George Poveromo: (01:02:20)
That's the way it was. I think I even saved that suit. It's somewhere in the back of my closet. I can tell you for sure; I cannot fit into it anymore but I saved it as a token. You would sweat to death. You can lose 20 pounds wearing that thing.
George Poveromo & Fishing with Bouncer Smith, a legendary saltwater fishing Captain
Tom: (01:02:36)
Yeah. That's so funny. So you've been able to fish with so many different people, right? One of the people I know that you have had a tight connection with, who I think very highly of is Bouncer Smith. How did you guys meet? How did that happen? That you guys started hanging out and becoming friends?
George Poveromo: (01:02:56)
I had met him before I accepted the position to run the Greater Miami Billfish Tournament. I'm trying to think exactly where, it might've been at a fishing club meeting or whatever. Then he invited me to go fishing with him. Shortly after that, he and I worked together. He was on the board of the Greater Miami Billfish Tournament. He gave me support when it came to catch-and-release only tournaments and its impacts on conservation. So he was one of the guys I did have in my corner. He and I just formed this bond. All these years, it was just remarkable to watch what he had done as far as being a charter captain. And I say this, and I probably get myself in hot water with a lot of the other Miami captains. But as far as charter captains go in the Miami area, he was an elite totally unto himself.

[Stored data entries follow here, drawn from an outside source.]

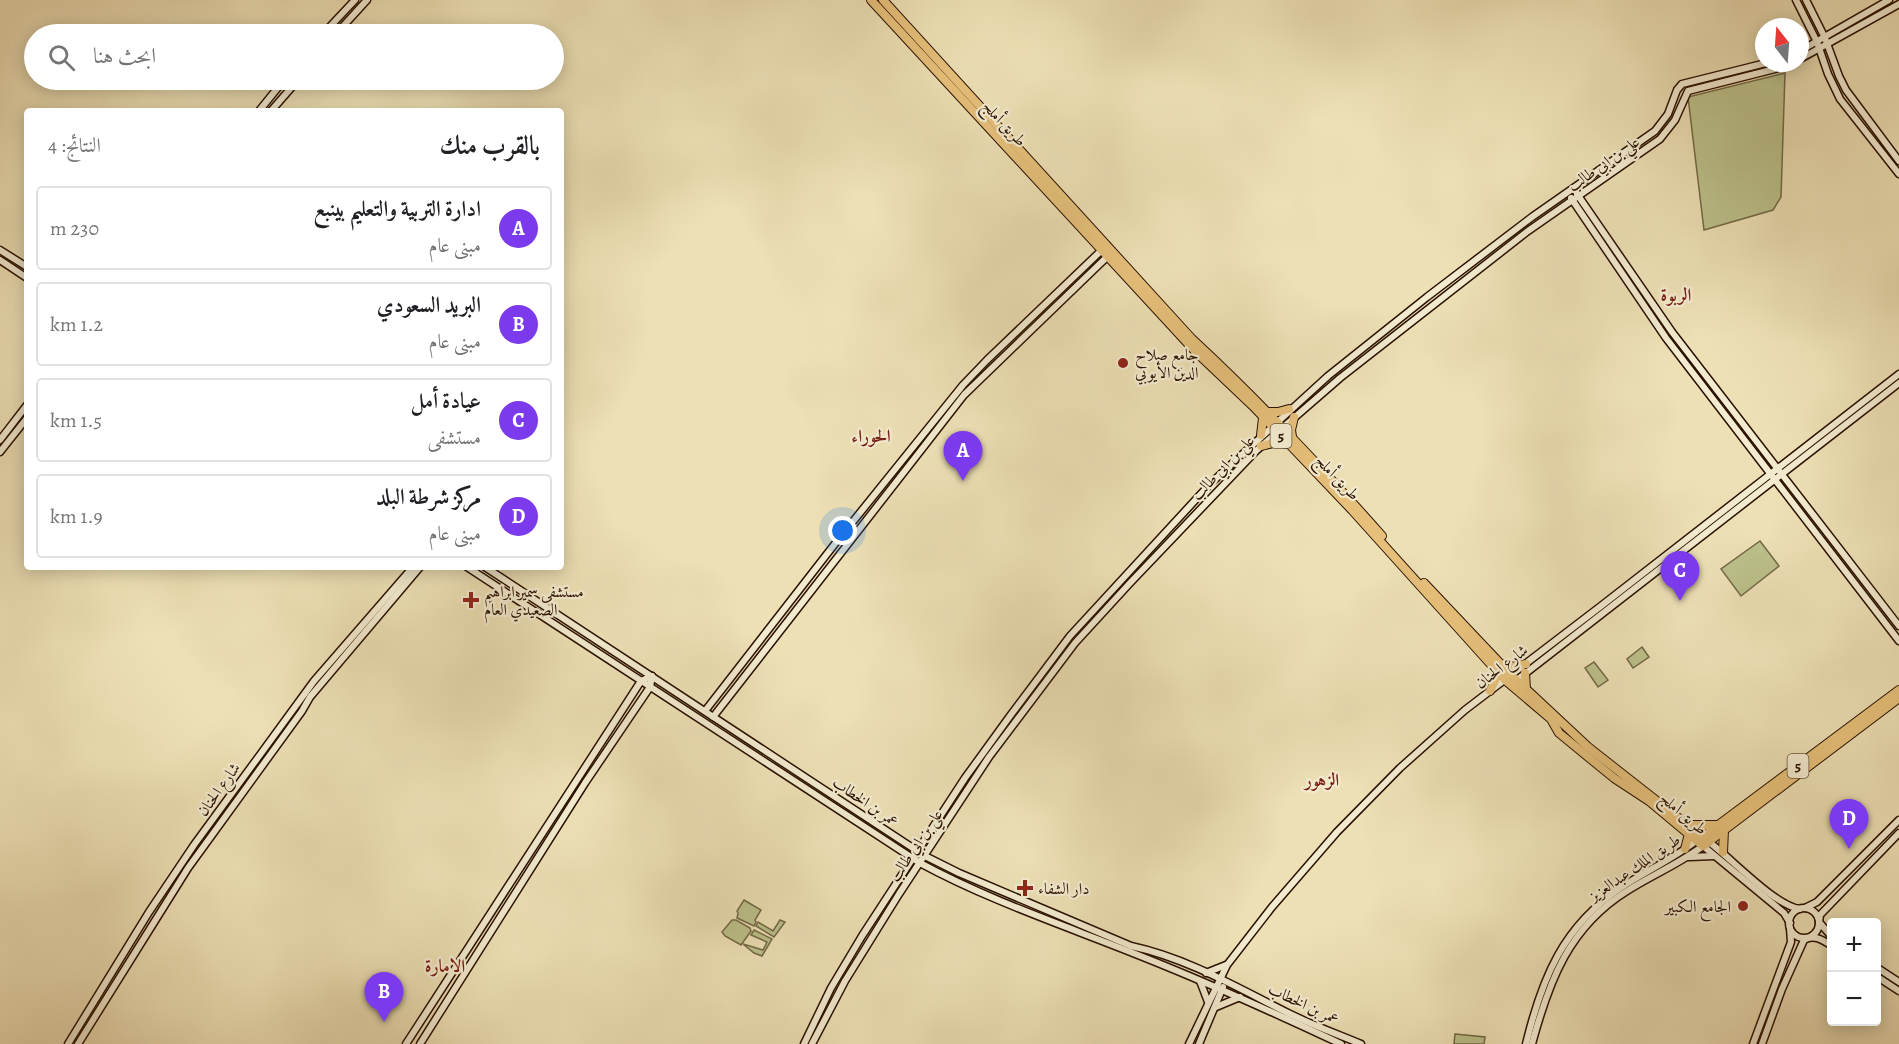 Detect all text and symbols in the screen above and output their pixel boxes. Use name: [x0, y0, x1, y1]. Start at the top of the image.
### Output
north arrow: [1755, 18, 1809, 72]
search box: [24, 24, 564, 90]
icon: search: [45, 41, 78, 74]
text: ابحث هنا: [93, 41, 156, 71]
street label: طريق أملج: [975, 95, 1032, 154]
text: بالقرب منك: [439, 128, 540, 163]
street label: علي بن ابي طالب: [1563, 131, 1646, 200]
text: النتائج: 4: [48, 132, 101, 159]
text: ادارة التربية والتعليم بينبع: [314, 194, 481, 224]
text: 230 m: [50, 215, 99, 242]
text: A: [512, 215, 525, 242]
text: مبنى عام: [428, 232, 481, 259]
district label: الربوة: [1661, 283, 1691, 307]
text: البريد السعودي: [377, 290, 481, 320]
text: 1.2 km: [50, 311, 103, 338]
text: B: [512, 311, 525, 338]
text: مبنى عام: [428, 328, 481, 355]
place label: جامع صلاح الدين الأيوبي: [1135, 344, 1198, 385]
marker: جامع صلاح الدين الأيوبي: [1116, 356, 1130, 370]
text: عيادة أمل: [410, 386, 481, 416]
text: 1.5 km: [50, 407, 102, 434]
text: C: [512, 407, 525, 434]
text: مستشفى: [428, 424, 481, 451]
district label: الحوراء: [851, 424, 891, 448]
road number: 5: [1270, 424, 1292, 448]
street label: علي بن ابي طالب: [1186, 430, 1262, 508]
pin: A: [944, 432, 982, 481]
street label: طريق أملج: [1308, 449, 1365, 507]
text: مركز شرطة البلد: [376, 482, 481, 512]
text: 1.9 km: [50, 503, 103, 530]
text: D: [512, 503, 525, 530]
your location: [828, 516, 857, 545]
text: مبنى عام: [428, 520, 481, 547]
pin: C: [1660, 552, 1700, 601]
place label: مستشفى سمير ابراهيم الصعيدي العام: [484, 581, 584, 624]
marker: مستشفى سمير ابراهيم الصعيدي العام: [462, 591, 480, 609]
street label: شارع الحنان: [1471, 640, 1534, 696]
road number: 5: [1788, 754, 1808, 778]
street label: شارع الحنان: [192, 758, 247, 822]
district label: الزهور: [1303, 768, 1339, 792]
street label: عمر بن الخطاب: [828, 771, 903, 832]
street label: طريق أملج: [1653, 787, 1712, 842]
pin: D: [1830, 800, 1868, 849]
street label: علي بن ابي طالب: [883, 805, 952, 888]
street label: طريق الملك عبدالعزيز: [1583, 829, 1685, 908]
place label: دار الشفاء: [1038, 878, 1089, 900]
marker: دار الشفاء: [1016, 879, 1034, 897]
place label: الجامع الكبير: [1663, 896, 1731, 922]
marker: الجامع الكبير: [1736, 899, 1750, 913]
map controls: [1827, 918, 1881, 1026]
button: +: [1827, 918, 1881, 972]
district label: الامارة: [425, 954, 465, 978]
pin: B: [364, 972, 404, 1022]
button: −: [1827, 972, 1881, 1026]
street label: عمر بن الخطاب: [1265, 978, 1343, 1030] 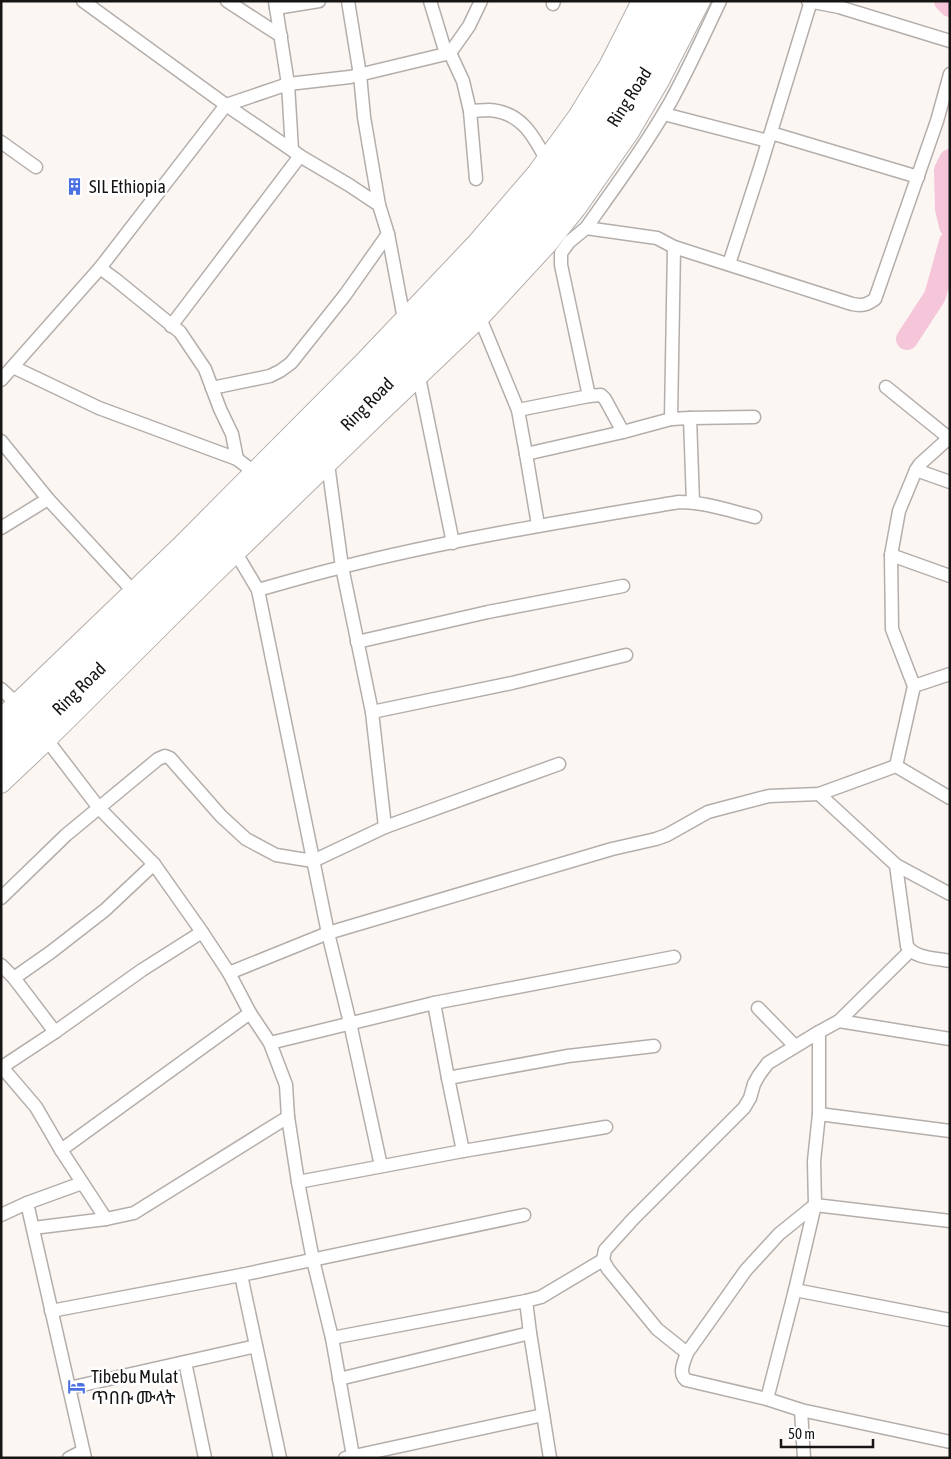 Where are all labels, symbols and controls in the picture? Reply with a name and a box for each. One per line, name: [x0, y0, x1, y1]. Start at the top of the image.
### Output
street label: Ring Road: [602, 63, 656, 131]
place label: SIL Ethiopia: [89, 176, 166, 197]
building icon: SIL Ethiopia: [65, 177, 85, 197]
street label: Ring Road: [336, 373, 398, 435]
street label: Ring Road: [48, 658, 110, 719]
place label: Tibebu Mulat ጥበቡ ሙላት: [91, 1366, 178, 1408]
hotel icon: Tibebu Mulat ጥበቡ ሙላት: [67, 1377, 87, 1397]
scale bar: [781, 1416, 874, 1448]
text: 50 m: [788, 1425, 815, 1442]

George Poveromo: (01:03:43)
Here's a fantastic guy. No one was catching sea trout and tarpon in the Miami Biscayne Bay like Bouncer. He was exceptional at fishing snook in the inlet. Also, a master on the reef. Live bait fishing offshore, and daytime swordfish. He covered every single aspect of saltwater fishing, where some captains specialize in something that's your strong suit. Bouncer specialized in every single thing that swam in Miami.
He was brilliant early on in his career. He befriended a lot of the outdoor writers. Back then, Jim Hardy was with the Miami Herald, Sue Cocky, Steve Waters from Sun-Sentinel, Chris Stomach at the Palm Beach Post, and later Willie Howard and Jan Foe. So what he would do was have an open invitation. He would call, “come on down the Mackerel are running, come on down; it's a good sailfish bite.”
George Poveromo: (01:04:40)
“Come on, let's get some Tarpon.” He would always bring his newspaper writers and these magazine writers in for a full day of fishing with him. No charge. Show them a great time. He had built up such a press-friendly relationship that transcended all these major magazines where people would write about or mention him to where he became a household name. It was so smart of him, just fishing with press people and hooking up and doing some television shows. He was very press-savvy, and he graded the Bouncer Smith aura that he enjoys right now.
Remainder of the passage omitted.